TASK DIRECTIONS:
Tell how many lines in the listing below contain the word "halo", giving the number alone.

GIVEN ENTRIES:
=-=-=
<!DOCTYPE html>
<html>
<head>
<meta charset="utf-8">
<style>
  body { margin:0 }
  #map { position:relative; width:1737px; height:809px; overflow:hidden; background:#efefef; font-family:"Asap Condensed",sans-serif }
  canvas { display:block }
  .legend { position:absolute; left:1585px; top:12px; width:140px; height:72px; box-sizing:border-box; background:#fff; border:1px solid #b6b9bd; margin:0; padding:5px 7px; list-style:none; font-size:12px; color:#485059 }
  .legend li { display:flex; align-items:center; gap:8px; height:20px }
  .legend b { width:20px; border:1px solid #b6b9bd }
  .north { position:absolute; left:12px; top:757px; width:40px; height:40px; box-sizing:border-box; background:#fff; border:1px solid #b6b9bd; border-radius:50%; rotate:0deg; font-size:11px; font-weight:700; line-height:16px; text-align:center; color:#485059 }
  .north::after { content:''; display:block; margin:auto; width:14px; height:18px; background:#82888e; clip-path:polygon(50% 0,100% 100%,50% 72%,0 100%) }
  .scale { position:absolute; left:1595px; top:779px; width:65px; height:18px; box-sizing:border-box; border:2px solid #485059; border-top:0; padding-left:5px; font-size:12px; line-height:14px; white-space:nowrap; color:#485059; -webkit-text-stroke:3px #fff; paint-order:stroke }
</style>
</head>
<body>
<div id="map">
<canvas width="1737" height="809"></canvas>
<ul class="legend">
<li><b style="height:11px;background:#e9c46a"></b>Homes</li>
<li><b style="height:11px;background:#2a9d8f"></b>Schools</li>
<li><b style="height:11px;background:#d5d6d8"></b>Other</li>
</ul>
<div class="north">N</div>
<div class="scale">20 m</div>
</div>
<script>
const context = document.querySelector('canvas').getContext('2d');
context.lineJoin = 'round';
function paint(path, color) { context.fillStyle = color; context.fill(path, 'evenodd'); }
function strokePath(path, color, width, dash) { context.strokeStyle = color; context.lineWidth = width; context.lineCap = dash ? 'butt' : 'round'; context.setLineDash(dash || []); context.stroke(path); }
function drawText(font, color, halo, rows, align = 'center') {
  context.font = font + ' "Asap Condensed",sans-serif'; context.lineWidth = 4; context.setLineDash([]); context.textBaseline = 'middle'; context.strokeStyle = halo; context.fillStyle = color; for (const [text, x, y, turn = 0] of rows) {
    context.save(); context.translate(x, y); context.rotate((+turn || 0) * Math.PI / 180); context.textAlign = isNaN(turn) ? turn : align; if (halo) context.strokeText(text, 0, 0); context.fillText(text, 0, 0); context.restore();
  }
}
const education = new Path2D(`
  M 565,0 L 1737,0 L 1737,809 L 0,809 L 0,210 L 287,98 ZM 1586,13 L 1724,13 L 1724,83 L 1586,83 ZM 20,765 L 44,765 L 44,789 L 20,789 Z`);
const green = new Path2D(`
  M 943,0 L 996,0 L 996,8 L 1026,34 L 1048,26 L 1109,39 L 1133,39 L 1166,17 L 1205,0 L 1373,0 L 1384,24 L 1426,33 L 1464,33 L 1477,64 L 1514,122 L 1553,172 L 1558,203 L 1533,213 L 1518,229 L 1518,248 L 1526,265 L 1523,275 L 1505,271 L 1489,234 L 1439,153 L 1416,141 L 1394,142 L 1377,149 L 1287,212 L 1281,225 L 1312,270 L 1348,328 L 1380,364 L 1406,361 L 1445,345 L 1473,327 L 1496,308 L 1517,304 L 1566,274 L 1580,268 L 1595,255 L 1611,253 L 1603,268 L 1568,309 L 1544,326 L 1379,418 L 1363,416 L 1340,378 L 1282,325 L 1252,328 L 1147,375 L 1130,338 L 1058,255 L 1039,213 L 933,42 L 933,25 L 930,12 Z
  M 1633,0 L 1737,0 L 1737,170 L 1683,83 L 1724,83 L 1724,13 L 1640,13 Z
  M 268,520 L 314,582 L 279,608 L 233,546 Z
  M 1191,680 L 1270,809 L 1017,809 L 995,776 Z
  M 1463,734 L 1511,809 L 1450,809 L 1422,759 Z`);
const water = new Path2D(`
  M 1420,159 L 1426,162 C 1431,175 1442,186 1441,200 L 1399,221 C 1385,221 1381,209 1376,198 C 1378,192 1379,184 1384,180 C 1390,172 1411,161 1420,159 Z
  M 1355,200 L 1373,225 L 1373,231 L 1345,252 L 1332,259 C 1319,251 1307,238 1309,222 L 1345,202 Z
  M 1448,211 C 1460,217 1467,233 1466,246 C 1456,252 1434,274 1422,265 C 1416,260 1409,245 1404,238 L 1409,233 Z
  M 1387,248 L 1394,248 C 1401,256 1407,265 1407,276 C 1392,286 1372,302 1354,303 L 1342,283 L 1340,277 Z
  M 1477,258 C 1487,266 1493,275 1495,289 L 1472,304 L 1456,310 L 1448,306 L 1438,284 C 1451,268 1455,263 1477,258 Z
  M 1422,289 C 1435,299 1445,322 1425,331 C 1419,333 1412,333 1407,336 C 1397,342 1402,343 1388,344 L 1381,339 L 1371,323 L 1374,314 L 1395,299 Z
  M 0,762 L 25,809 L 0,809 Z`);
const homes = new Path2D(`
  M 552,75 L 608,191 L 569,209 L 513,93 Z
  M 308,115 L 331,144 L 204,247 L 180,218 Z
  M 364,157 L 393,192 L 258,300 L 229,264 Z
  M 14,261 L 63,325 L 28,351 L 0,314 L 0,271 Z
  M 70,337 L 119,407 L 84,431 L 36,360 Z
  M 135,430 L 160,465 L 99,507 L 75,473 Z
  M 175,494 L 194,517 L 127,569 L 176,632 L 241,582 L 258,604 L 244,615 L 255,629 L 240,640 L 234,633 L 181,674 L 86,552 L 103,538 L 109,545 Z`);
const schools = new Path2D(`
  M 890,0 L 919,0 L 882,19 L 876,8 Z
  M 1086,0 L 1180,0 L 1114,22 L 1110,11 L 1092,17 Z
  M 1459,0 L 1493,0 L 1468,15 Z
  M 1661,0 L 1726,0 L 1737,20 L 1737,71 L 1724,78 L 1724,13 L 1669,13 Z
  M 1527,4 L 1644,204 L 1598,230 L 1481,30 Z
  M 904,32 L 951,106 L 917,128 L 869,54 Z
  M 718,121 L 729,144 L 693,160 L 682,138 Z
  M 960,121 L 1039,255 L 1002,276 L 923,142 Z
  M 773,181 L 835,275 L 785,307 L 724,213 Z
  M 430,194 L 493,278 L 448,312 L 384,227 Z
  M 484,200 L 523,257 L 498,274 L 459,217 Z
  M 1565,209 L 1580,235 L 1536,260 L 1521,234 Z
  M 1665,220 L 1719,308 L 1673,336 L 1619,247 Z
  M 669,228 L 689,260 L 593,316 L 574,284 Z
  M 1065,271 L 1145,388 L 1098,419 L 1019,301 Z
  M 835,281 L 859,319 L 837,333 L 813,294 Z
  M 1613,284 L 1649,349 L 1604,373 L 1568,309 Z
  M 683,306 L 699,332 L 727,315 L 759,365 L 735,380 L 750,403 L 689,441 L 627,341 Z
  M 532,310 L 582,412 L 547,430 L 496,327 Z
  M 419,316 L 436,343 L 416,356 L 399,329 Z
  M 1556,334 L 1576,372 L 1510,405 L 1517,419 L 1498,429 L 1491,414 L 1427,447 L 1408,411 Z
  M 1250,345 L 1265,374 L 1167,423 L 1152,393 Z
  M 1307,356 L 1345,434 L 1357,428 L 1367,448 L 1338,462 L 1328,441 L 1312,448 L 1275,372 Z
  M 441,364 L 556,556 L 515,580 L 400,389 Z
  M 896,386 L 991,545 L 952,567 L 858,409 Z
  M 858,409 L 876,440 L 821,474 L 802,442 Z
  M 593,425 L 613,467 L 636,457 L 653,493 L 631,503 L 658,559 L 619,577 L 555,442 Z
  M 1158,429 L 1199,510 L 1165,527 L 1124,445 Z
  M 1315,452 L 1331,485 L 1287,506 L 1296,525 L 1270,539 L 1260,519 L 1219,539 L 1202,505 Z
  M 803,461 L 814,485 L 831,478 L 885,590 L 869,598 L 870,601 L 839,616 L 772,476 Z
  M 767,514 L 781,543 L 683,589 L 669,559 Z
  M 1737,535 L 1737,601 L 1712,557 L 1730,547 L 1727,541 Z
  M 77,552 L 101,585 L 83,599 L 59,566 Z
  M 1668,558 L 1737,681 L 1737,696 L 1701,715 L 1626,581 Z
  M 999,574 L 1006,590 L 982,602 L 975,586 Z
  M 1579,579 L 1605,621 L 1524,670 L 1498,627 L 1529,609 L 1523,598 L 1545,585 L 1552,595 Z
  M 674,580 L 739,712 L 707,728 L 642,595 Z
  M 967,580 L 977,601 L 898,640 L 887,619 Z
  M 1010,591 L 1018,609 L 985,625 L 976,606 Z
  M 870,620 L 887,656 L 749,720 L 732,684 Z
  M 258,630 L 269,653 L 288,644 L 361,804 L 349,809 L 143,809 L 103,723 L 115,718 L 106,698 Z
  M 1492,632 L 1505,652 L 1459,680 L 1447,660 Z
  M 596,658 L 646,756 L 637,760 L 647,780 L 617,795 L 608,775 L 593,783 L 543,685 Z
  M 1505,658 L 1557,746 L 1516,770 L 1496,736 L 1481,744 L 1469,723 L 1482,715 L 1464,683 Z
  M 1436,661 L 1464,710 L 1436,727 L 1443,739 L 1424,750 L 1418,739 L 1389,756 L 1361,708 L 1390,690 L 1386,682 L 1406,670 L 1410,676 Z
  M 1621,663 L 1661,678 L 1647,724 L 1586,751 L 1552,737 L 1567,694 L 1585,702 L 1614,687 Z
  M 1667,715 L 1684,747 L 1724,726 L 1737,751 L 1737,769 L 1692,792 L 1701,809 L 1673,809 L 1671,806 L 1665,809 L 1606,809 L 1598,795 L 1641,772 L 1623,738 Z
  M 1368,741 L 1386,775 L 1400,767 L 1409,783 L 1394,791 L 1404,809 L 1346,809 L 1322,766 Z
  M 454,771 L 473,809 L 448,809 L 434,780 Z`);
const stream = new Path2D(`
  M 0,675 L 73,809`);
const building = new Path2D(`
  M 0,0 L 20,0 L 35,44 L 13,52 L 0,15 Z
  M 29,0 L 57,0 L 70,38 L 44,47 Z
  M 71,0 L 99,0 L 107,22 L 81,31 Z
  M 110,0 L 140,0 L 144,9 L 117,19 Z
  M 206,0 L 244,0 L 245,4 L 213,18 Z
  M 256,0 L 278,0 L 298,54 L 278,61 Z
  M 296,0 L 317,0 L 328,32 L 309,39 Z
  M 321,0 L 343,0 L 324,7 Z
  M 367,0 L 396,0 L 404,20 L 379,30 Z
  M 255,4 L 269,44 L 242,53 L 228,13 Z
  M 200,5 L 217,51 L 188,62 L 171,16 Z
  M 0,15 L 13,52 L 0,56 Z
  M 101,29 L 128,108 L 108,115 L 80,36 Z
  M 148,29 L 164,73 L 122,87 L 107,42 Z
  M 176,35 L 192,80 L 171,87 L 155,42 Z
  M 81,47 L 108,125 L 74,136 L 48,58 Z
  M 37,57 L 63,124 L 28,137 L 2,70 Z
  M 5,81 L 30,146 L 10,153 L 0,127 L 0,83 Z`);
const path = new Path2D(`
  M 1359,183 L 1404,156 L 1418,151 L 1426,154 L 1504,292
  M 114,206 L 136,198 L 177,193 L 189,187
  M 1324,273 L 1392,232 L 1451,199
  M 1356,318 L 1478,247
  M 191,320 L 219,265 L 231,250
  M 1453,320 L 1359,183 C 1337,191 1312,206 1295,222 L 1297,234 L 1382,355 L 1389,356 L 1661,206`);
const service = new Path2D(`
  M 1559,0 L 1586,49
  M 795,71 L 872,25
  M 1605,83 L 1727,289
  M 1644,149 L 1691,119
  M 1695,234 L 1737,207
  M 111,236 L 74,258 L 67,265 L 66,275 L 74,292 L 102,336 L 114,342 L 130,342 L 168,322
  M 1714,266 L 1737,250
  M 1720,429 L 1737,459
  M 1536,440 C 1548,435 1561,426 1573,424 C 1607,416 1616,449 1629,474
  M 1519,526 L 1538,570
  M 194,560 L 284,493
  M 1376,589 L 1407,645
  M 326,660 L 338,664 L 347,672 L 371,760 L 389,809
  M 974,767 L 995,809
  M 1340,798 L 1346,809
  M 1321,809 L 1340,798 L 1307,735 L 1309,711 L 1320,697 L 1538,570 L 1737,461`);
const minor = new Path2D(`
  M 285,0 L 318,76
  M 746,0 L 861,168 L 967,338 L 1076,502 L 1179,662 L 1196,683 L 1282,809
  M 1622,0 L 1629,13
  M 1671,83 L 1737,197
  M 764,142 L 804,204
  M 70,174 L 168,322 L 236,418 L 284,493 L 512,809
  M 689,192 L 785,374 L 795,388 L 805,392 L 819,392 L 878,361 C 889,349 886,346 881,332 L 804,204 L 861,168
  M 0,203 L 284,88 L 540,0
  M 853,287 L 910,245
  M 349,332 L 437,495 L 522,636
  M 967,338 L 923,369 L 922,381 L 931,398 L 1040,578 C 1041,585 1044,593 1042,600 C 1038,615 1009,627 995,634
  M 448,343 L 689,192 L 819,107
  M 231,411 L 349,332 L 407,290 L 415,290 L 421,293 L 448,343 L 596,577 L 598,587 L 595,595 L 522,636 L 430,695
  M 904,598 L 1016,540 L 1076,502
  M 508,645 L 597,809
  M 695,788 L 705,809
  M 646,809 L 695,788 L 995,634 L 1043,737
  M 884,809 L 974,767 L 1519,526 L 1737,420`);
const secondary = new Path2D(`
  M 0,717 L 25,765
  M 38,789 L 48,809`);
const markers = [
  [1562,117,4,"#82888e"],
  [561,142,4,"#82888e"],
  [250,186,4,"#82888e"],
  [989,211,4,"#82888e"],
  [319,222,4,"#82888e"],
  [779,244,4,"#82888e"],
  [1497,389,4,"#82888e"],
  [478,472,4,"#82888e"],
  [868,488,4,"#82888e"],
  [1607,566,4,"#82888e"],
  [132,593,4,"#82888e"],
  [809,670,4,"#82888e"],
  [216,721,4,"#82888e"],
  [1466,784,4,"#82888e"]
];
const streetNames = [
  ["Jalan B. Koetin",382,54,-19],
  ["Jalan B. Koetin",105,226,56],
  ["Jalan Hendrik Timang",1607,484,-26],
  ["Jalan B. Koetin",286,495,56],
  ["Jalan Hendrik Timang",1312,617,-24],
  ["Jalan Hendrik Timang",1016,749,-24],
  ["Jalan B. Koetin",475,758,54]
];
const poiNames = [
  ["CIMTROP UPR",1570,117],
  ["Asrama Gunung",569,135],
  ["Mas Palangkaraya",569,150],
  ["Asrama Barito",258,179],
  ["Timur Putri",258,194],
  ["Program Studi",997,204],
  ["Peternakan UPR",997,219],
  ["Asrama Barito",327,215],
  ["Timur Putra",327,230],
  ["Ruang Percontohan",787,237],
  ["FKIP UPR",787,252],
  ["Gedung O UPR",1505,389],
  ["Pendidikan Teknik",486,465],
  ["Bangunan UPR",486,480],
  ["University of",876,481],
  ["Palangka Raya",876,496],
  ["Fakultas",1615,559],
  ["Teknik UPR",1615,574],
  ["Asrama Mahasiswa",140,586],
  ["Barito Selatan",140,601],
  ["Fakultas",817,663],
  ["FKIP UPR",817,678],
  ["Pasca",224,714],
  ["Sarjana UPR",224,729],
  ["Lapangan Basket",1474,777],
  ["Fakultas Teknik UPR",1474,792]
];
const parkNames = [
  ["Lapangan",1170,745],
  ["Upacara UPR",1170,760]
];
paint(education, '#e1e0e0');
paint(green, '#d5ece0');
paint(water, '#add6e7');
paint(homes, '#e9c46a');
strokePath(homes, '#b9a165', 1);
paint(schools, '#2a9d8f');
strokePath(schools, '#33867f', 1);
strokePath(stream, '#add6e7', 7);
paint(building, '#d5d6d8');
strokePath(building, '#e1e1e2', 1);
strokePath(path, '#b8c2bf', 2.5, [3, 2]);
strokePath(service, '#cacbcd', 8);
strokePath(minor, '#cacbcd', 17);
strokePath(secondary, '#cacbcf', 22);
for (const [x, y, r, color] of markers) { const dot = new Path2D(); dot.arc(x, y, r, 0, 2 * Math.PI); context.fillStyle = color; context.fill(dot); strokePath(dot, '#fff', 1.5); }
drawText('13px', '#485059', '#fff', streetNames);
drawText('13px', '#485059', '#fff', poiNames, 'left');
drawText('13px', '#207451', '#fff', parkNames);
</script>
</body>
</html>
=-=-=
RESPONSE TO THE EXERCISE:
3